## WORK INSTRUCTION
Print the lines exactly. Start at the first line of the material below, end with the line that contains "0 #524636) drop-shadow(-2px", and skip all pictures.

## DATA FOR REVIEW
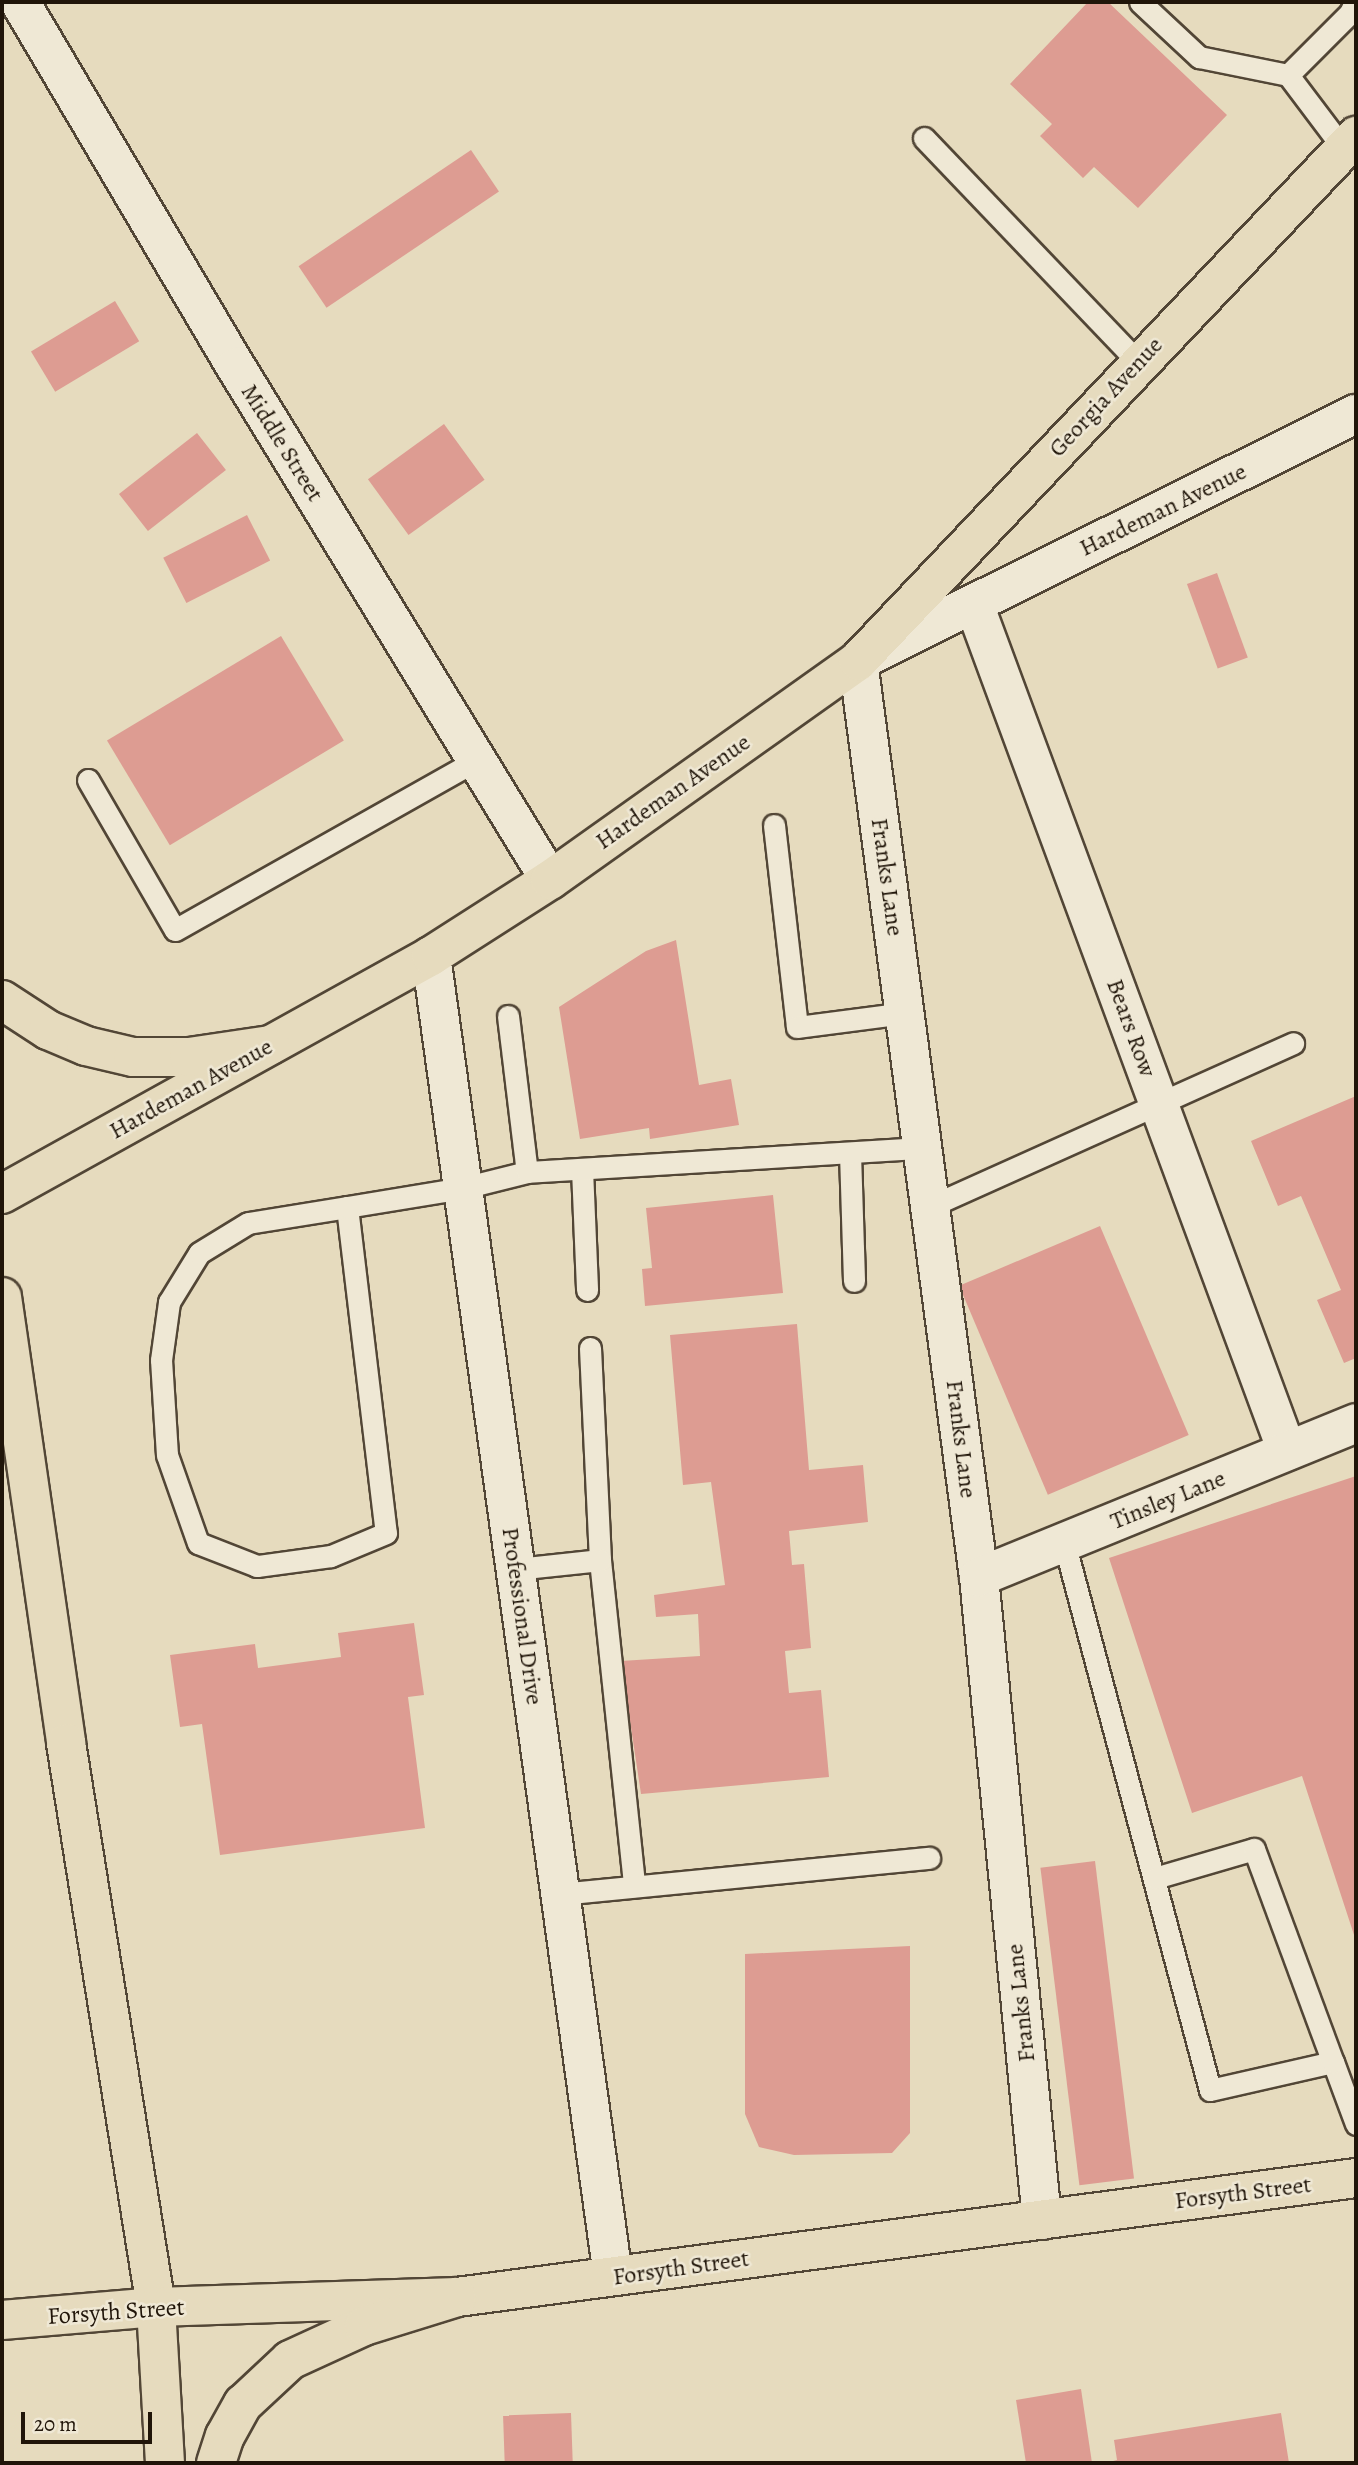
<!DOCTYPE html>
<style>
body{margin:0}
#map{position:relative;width:1358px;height:2465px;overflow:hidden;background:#e6dbbe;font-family:Alegreya,serif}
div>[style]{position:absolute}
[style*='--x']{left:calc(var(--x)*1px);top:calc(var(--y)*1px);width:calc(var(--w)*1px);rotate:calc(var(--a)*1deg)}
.building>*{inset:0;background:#dd9c92;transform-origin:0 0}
.roads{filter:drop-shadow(2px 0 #524636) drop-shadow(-2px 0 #524636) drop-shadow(0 2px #524636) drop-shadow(0 -2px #524636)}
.lane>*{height:21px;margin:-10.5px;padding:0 10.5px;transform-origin:10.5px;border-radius:10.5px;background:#efe8d5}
.street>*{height:38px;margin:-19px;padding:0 19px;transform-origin:19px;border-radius:19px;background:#efe8d5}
.secondary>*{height:38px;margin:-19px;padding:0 19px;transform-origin:19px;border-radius:19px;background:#efe8d5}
.primary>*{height:38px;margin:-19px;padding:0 19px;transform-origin:19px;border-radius:19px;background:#e6dbbe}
.highway>*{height:38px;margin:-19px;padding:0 19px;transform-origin:19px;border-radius:19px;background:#e6dbbe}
span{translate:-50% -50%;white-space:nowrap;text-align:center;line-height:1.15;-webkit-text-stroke:5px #efe8d5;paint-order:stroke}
.street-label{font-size:24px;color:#201509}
.frame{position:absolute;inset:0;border:4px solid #201509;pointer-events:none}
.scale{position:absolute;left:21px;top:2412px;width:131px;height:32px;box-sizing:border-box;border:4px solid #201509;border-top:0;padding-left:9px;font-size:21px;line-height:24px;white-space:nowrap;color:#201509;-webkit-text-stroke:5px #efe8d5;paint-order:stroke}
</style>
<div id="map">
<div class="building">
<div style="clip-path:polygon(1088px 2px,1108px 2px,1227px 115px,1138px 208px,1094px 167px,1083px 178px,1040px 136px,1052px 124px,1010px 84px)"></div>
<div style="left:471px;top:150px;width:50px;height:208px;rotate:56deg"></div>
<div style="left:115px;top:301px;width:47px;height:98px;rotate:59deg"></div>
<div style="left:444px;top:424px;width:69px;height:94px;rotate:54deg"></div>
<div style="left:197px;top:433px;width:47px;height:99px;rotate:52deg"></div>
<div style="left:247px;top:515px;width:51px;height:94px;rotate:63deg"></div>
<div style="left:1217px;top:573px;width:90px;height:32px;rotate:70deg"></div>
<div style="left:281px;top:636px;width:122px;height:203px;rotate:59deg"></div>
<div style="clip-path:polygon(676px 940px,699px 1085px,731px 1079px,739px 1125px,650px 1139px,649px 1128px,580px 1139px,559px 1007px,646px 951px)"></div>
<div style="clip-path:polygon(1356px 1096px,1356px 1358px,1344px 1363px,1317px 1300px,1341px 1290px,1301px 1196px,1278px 1206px,1251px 1141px)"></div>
<div style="clip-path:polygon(773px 1195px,783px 1293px,645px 1306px,642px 1269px,652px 1268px,646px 1208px)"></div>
<div style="left:1100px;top:1226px;width:227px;height:153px;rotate:67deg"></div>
<div style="clip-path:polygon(797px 1324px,809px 1470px,863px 1465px,868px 1522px,789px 1531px,792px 1565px,804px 1564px,811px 1648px,785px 1651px,789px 1693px,821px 1690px,829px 1777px,641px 1794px,621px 1661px,700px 1656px,698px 1614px,656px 1617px,654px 1595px,725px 1585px,711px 1482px,683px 1485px,670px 1335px)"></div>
<div style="clip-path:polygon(1356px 1476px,1356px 1941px,1302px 1776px,1192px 1813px,1109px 1558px)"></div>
<div style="clip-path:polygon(414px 1623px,424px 1695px,408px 1697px,425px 1828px,220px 1855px,202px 1724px,180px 1727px,170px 1655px,255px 1644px,258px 1668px,341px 1657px,338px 1633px)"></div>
<div style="left:1095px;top:1861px;width:320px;height:55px;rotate:83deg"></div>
<div style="clip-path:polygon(910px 1946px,910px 2133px,892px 2153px,794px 2155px,759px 2147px,745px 2114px,745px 1954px)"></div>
<div style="clip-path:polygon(1081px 2389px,1092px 2463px,1026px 2463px,1016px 2400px)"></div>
<div style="left:571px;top:2413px;width:50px;height:68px;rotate:88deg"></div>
<div style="clip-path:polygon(1281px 2413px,1289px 2463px,1105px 2463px,1117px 2460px,1114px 2440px)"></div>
</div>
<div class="roads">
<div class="lane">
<div style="--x:1140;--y:2;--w:81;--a:43"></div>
<div style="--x:1199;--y:57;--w:91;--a:11.4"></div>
<div style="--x:1288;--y:75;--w:91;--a:53"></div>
<div style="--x:1288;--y:75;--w:88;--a:-45"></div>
<div style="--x:1350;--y:13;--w:12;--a:-66"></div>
<div style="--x:924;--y:138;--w:311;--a:46.3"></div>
<div style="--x:88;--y:780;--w:173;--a:59.9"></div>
<div style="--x:175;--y:930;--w:347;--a:-29.4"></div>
<div style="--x:774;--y:825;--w:203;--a:83.5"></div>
<div style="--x:797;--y:1027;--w:109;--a:-7.4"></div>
<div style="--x:508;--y:1016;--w:157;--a:83.1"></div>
<div style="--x:850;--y:1153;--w:128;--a:88.2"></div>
<div style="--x:582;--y:1169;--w:121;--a:87.6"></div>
<div style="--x:931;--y:1206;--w:397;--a:-24.2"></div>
<div style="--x:347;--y:1207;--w:328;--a:83.2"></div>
<div style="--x:386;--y:1533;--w:60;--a:157.3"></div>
<div style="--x:331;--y:1556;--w:75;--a:172.3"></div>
<div style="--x:257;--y:1566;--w:63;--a:-158.7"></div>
<div style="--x:198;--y:1543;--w:93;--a:-109.4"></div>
<div style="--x:167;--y:1455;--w:95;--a:-93.6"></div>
<div style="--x:161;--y:1360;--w:59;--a:-82.1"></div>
<div style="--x:169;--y:1302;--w:57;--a:-58.5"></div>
<div style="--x:199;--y:1253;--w:57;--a:-31.5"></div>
<div style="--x:248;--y:1223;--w:100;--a:-9.2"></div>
<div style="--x:347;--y:1207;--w:118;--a:-9.3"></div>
<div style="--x:463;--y:1188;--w:66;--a:-14"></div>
<div style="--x:527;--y:1172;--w:397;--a:-3.5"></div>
<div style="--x:590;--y:1348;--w:212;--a:87.3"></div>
<div style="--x:600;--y:1560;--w:328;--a:84"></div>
<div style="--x:1064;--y:1542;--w:567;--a:75.08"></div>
<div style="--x:1210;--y:2090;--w:126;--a:-12.8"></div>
<div style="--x:1333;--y:2062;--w:66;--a:69.6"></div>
<div style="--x:516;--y:1569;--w:84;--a:-6.1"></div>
<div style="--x:1155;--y:1878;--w:103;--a:-16.3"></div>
<div style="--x:1254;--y:1849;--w:227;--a:69.7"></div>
<div style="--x:560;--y:1894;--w:371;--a:-5.6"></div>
</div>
<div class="street">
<div style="--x:20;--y:2;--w:424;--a:59.4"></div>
<div style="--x:236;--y:367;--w:601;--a:58.53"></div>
<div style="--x:974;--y:604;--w:903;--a:69.72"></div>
<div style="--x:858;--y:661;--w:924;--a:82.48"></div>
<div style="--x:979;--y:1577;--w:646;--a:84.4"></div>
<div style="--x:431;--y:956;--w:1332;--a:82.15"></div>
<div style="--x:979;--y:1577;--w:407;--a:-22.2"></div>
</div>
<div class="secondary">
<div style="--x:860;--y:660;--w:554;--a:-26.38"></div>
</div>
<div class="primary">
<div style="--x:2;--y:1194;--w:491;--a:-29"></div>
<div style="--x:431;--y:956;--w:141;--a:-32.6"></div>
<div style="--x:550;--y:880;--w:378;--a:-35.4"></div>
<div style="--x:858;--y:661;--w:724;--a:-46.51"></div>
<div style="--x:2;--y:1297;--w:451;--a:81.8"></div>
<div style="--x:66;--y:1743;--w:571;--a:80.93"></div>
<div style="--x:2;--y:2320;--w:155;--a:-4.8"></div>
<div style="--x:156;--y:2307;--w:301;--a:-1.9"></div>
<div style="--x:457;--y:2297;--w:907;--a:-7.54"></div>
</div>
<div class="highway">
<div style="--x:2;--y:1000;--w:55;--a:33.1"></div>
<div style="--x:48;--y:1030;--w:41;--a:22.8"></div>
<div style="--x:86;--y:1046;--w:48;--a:13.2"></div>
<div style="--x:133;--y:1057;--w:56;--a:0"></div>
<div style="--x:189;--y:1057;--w:82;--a:-8.4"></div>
<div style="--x:156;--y:2307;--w:156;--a:86.7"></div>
<div style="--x:216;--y:2463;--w:28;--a:-72"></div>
<div style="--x:225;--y:2436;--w:37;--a:-61"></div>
<div style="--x:243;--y:2404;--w:64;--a:-43.1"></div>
<div style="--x:290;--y:2360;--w:81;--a:-24.7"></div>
<div style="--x:364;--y:2326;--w:97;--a:-17.3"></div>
</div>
</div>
<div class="street-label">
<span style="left:1106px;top:397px;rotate:-47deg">Georgia Avenue</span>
<span style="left:282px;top:443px;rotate:58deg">Middle Street</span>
<span style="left:1163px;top:510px;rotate:-26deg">Hardeman Avenue</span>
<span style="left:673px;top:792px;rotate:-35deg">Hardeman Avenue</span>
<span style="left:887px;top:877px;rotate:82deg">Franks Lane</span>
<span style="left:1131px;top:1028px;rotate:70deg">Bears Row</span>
<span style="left:191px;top:1089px;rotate:-29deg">Hardeman Avenue</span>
<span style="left:961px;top:1439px;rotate:83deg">Franks Lane</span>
<span style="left:1168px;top:1500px;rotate:-22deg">Tinsley Lane</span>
<span style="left:522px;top:1616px;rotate:82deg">Professional Drive</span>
<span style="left:1021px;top:2003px;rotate:-96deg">Franks Lane</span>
<span style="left:1243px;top:2193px;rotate:-7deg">Forsyth Street</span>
<span style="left:681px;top:2268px;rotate:-8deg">Forsyth Street</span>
<span style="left:116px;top:2312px;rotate:-4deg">Forsyth Street</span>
</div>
<div class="frame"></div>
<div class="scale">20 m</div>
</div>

## FINISHED TASK
<!DOCTYPE html>
<style>
body{margin:0}
#map{position:relative;width:1358px;height:2465px;overflow:hidden;background:#e6dbbe;font-family:Alegreya,serif}
div>[style]{position:absolute}
[style*='--x']{left:calc(var(--x)*1px);top:calc(var(--y)*1px);width:calc(var(--w)*1px);rotate:calc(var(--a)*1deg)}
.building>*{inset:0;background:#dd9c92;transform-origin:0 0}
.roads{filter:drop-shadow(2px 0 #524636) drop-shadow(-2px 0 #524636) drop-shadow(0 2px #524636) drop-shadow(0 -2px #524636)}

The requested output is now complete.